Guest Blog: So You Want to Start a Winery in Texas
The following exchange appeared on the Yahoo Texas Winegrowers Mailing List at:
I have asked permission from Caris and Jim to post their comments to benefit those considering getting involved or starting up a Texas winery or vineyard that are not currently on the Yahoo list. It called….
How to Succeed in Business Without Really Trying, or Not !
Guest Blog by Caris Turpin – LightCatcher Winery (http://www.lightcatcher.com)
When Terry and I were pondering the possibility of starting a small winery (and not being wealthy people and having to bootstrap everything) we did long and serious research. This included talking with every winery we could find that was about the size we wanted to be and finding out what worked for them and what didn’t (over a two year period we visited with about 50 winery owners).
We learned the most from failed wineries, and then did a our own considered evaluations about why they failed. In no particular order, this is what we saw:
1. Did not evaluate their marketplace potential or sales niche – didn’t have any understanding of to whom they would be selling, esp. in relationship to their physical location.

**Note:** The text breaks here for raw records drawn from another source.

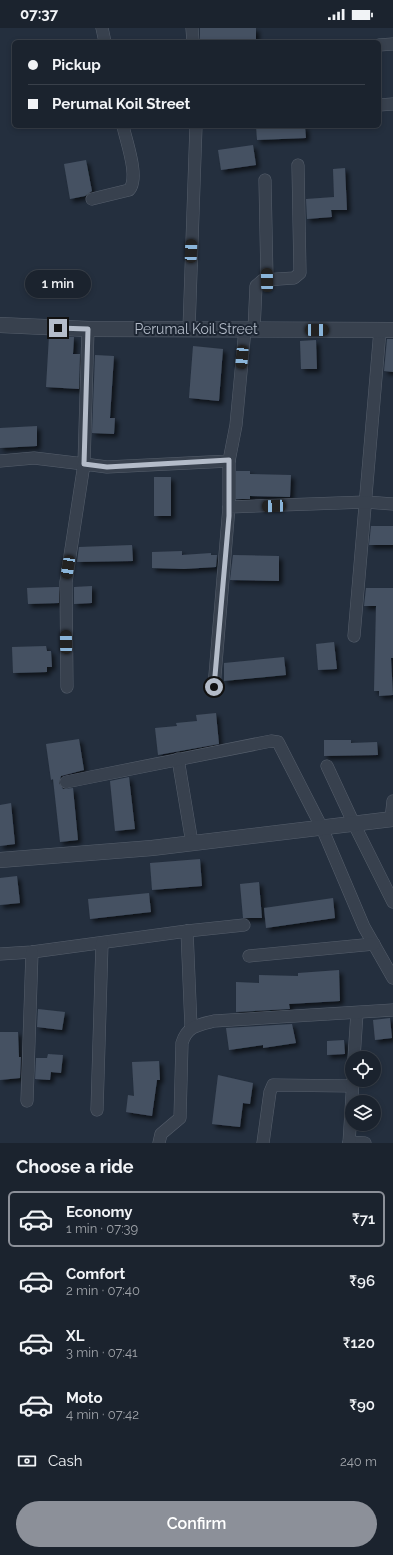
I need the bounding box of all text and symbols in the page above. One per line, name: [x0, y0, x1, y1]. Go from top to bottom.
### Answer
text: 07:37: [20, 5, 58, 23]
text: Pickup: [52, 56, 101, 74]
text: Perumal Koil Street: [52, 95, 190, 113]
car: [185, 239, 197, 263]
car: [261, 268, 273, 292]
callout: 1 min: [25, 270, 91, 298]
text: 1 min: [42, 276, 74, 291]
route end: [49, 319, 67, 337]
street label: Perumal Koil Street: [134, 321, 258, 337]
car: [305, 324, 329, 336]
car: [235, 345, 249, 369]
car: [262, 500, 286, 512]
car: [60, 554, 76, 580]
car: [60, 630, 72, 654]
route start: [205, 678, 223, 696]
map controls: [345, 1051, 381, 1131]
button: locate: [345, 1051, 381, 1087]
button: layers: [345, 1095, 381, 1131]
text: Choose a ride: [16, 1156, 134, 1177]
icon: car: [18, 1201, 54, 1237]
text: Economy: [66, 1203, 133, 1221]
text: ₹71: [352, 1210, 375, 1228]
text: 1 min · 07:39: [66, 1221, 138, 1236]
icon: car: [18, 1263, 54, 1299]
text: Comfort: [66, 1265, 125, 1283]
text: ₹96: [349, 1272, 375, 1290]
text: 2 min · 07:40: [66, 1283, 140, 1298]
icon: car: [18, 1325, 54, 1361]
text: XL: [66, 1327, 84, 1345]
text: ₹120: [343, 1334, 375, 1352]
text: 3 min · 07:41: [66, 1345, 138, 1360]
icon: car: [18, 1387, 54, 1423]
text: Moto: [66, 1389, 103, 1407]
text: ₹90: [349, 1396, 375, 1414]
text: 4 min · 07:42: [66, 1407, 139, 1422]
icon: cash: [16, 1450, 38, 1472]
text: Cash: [48, 1452, 82, 1470]
text: 240 m: [340, 1454, 377, 1469]
button: Confirm: [16, 1501, 377, 1547]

2. Did not make the quality of wine necessary to fit a targeted price point and market niche.
3. Did not have the understanding that a commercial winery, by definition, depends on SELLING their wines and that the process of making them is nearly the smallest part of the business equation.
4. Had a romantic vision of being a winery proprietor, without any business plan or acumen.
5. Thought people would beat a path to their door to buy their wines, instead of understanding that you have to make your wines desirable to strangers by virtue of the combination of quality, price and reputation and possibly story, atmosphere and personality. The effort comes FROM you, not TO you.
6. Made only wines the winemaker liked, rather than wines that the local wine buying public would like and value above what they could find at wine shops or even the supermarket.
7. Thought because they were successful in their first career that they’d automatically be successful as a winery proprietor, despite the fact they had no experience in sales or hospitality.
8. Had no idea how to work with and sell to the public. (Wine sales to friends only lasts about 2 minutes into your winery career.) Were awful salespeople, either arrogant or distant.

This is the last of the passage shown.